═══ PROVIDED RECORDS ═══

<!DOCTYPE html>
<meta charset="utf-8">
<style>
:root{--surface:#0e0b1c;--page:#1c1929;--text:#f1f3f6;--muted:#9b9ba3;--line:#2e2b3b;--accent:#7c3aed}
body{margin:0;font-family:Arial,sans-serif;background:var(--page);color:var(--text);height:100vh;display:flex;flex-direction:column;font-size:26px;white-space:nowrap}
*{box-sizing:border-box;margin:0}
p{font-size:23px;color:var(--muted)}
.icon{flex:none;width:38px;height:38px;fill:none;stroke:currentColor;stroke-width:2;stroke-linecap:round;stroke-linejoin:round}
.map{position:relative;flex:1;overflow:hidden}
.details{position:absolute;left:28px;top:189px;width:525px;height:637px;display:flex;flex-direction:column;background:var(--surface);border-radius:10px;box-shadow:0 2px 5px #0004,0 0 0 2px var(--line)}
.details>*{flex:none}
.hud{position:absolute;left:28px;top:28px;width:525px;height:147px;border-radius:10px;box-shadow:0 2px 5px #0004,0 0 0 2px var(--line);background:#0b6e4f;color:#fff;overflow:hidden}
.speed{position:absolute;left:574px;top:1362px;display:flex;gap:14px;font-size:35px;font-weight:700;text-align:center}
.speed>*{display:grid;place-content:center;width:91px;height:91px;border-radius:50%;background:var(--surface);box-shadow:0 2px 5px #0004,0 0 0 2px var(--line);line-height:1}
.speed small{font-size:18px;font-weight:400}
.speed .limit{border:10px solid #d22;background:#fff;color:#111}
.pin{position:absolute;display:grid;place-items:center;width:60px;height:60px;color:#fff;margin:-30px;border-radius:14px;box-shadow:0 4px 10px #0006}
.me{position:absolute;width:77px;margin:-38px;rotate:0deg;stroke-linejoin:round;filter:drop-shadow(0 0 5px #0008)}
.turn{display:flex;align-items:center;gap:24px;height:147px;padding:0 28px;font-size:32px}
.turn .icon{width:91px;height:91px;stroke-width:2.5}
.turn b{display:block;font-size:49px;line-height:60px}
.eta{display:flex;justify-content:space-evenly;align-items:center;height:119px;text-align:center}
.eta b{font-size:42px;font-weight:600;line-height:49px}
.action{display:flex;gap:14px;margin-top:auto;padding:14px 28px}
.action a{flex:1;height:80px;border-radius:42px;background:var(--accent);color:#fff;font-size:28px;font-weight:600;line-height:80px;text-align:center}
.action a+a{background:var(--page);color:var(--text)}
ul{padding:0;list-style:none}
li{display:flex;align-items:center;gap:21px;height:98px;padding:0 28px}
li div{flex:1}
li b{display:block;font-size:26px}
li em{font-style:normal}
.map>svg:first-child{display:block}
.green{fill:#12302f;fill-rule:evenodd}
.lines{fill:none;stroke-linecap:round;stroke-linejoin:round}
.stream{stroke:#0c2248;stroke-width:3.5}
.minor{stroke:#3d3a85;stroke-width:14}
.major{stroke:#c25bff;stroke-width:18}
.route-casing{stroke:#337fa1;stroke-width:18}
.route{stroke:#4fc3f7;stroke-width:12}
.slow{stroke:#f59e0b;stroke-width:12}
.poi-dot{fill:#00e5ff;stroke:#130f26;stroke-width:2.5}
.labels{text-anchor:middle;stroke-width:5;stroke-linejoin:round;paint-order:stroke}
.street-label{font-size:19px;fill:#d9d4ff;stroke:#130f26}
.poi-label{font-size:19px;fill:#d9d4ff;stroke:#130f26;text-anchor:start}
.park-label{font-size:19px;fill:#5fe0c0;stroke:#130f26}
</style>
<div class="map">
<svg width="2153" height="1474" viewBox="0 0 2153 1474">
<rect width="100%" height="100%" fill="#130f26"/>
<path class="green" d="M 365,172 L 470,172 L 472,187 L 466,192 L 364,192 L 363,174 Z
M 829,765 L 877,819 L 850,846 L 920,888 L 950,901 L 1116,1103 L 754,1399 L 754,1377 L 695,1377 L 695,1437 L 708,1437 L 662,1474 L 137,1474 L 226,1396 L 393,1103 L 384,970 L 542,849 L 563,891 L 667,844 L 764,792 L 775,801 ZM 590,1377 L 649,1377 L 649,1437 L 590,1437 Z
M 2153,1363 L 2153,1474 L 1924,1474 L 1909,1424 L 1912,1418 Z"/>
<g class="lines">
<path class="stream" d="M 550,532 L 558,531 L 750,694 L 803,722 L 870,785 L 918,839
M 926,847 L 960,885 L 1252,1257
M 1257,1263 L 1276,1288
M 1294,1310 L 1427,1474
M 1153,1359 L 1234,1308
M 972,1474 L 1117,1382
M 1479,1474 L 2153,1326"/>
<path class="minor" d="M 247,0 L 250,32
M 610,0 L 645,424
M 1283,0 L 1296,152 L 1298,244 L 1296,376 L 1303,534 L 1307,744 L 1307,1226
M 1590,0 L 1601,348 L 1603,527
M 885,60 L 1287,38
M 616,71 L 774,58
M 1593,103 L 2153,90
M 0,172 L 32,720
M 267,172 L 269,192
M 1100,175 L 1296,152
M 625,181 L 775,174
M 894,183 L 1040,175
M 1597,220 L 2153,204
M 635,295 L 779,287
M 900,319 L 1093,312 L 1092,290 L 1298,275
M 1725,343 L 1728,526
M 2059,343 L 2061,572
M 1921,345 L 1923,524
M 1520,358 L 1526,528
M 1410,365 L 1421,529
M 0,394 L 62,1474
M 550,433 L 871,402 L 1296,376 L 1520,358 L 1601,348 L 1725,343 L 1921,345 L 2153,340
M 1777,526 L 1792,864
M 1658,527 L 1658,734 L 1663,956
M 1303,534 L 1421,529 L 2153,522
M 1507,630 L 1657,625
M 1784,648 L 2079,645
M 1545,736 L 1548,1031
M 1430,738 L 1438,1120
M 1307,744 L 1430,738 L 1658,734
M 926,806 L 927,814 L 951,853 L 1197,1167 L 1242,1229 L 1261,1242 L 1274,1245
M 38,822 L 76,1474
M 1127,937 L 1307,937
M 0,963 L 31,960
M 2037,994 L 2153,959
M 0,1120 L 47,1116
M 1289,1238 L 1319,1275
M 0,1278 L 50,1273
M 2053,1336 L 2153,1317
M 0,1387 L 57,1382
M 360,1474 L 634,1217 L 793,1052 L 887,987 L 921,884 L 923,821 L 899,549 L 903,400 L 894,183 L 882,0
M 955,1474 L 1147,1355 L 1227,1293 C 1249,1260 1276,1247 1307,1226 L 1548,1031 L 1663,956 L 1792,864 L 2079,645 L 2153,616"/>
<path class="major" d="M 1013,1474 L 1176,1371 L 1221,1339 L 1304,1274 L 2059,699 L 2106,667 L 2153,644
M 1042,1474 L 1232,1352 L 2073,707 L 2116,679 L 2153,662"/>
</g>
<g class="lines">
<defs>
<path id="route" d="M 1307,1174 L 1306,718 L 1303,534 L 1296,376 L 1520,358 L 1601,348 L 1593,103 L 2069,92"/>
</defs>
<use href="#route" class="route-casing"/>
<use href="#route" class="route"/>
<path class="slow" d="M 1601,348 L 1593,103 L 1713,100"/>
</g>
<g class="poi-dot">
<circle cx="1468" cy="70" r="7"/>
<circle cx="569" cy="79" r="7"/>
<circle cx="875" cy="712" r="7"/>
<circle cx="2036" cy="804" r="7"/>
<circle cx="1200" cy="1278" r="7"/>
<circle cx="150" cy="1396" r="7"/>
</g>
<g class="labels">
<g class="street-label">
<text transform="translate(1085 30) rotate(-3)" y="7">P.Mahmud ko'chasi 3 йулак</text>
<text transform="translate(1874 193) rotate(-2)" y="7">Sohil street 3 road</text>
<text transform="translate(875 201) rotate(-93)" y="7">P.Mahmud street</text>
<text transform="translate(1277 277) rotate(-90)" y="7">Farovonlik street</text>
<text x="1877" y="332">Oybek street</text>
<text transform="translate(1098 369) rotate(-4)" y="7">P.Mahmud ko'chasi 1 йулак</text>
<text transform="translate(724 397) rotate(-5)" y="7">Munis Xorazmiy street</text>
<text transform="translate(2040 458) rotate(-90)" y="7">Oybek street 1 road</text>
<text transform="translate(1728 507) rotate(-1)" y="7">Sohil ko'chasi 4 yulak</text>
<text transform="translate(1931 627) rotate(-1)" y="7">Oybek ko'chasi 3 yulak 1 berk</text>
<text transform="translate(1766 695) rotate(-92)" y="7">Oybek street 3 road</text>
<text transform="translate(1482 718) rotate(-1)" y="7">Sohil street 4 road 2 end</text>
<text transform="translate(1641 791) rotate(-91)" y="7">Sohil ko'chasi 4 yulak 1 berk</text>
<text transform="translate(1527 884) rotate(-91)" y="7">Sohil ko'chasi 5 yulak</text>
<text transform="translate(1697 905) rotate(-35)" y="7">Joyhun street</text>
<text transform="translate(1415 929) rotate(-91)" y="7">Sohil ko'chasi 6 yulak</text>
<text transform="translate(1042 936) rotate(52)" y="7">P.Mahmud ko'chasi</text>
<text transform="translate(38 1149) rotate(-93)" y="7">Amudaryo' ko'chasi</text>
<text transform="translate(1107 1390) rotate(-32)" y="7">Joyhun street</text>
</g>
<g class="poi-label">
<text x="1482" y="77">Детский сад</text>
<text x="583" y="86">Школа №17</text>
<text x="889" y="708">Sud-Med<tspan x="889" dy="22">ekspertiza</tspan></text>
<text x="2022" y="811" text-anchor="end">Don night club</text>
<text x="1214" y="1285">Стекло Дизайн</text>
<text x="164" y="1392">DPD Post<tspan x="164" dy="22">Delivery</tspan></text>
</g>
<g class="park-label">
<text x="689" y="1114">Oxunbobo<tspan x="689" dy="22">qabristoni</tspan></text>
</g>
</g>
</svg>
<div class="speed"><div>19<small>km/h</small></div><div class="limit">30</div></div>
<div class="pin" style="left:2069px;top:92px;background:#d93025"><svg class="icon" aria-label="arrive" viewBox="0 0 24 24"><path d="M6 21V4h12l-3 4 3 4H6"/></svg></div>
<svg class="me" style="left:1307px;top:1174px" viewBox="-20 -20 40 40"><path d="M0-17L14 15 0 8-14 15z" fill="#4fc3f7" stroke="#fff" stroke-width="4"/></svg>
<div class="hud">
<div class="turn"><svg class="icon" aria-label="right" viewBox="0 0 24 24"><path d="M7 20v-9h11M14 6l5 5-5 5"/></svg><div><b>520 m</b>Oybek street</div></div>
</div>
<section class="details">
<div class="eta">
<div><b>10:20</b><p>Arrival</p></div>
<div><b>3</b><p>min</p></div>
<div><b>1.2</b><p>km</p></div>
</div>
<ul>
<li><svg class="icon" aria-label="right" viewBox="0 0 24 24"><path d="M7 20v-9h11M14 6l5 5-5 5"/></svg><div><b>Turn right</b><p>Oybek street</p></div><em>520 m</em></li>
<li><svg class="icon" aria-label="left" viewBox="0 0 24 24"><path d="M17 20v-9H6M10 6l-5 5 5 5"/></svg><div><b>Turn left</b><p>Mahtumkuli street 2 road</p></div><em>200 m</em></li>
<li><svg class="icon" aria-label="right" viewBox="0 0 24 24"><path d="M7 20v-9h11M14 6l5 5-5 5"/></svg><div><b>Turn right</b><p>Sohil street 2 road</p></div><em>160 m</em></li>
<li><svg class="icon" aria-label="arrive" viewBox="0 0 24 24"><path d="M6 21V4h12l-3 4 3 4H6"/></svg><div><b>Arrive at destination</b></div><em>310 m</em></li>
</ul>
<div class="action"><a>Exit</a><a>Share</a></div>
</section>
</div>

═══

-- TASK ITEM --
Scan the lines above for "overflow", then copy every one that has it.

-- ANSWER SPACE --
.map{position:relative;flex:1;overflow:hidden}
.hud{position:absolute;left:28px;top:28px;width:525px;height:147px;border-radius:10px;box-shadow:0 2px 5px #0004,0 0 0 2px var(--line);background:#0b6e4f;color:#fff;overflow:hidden}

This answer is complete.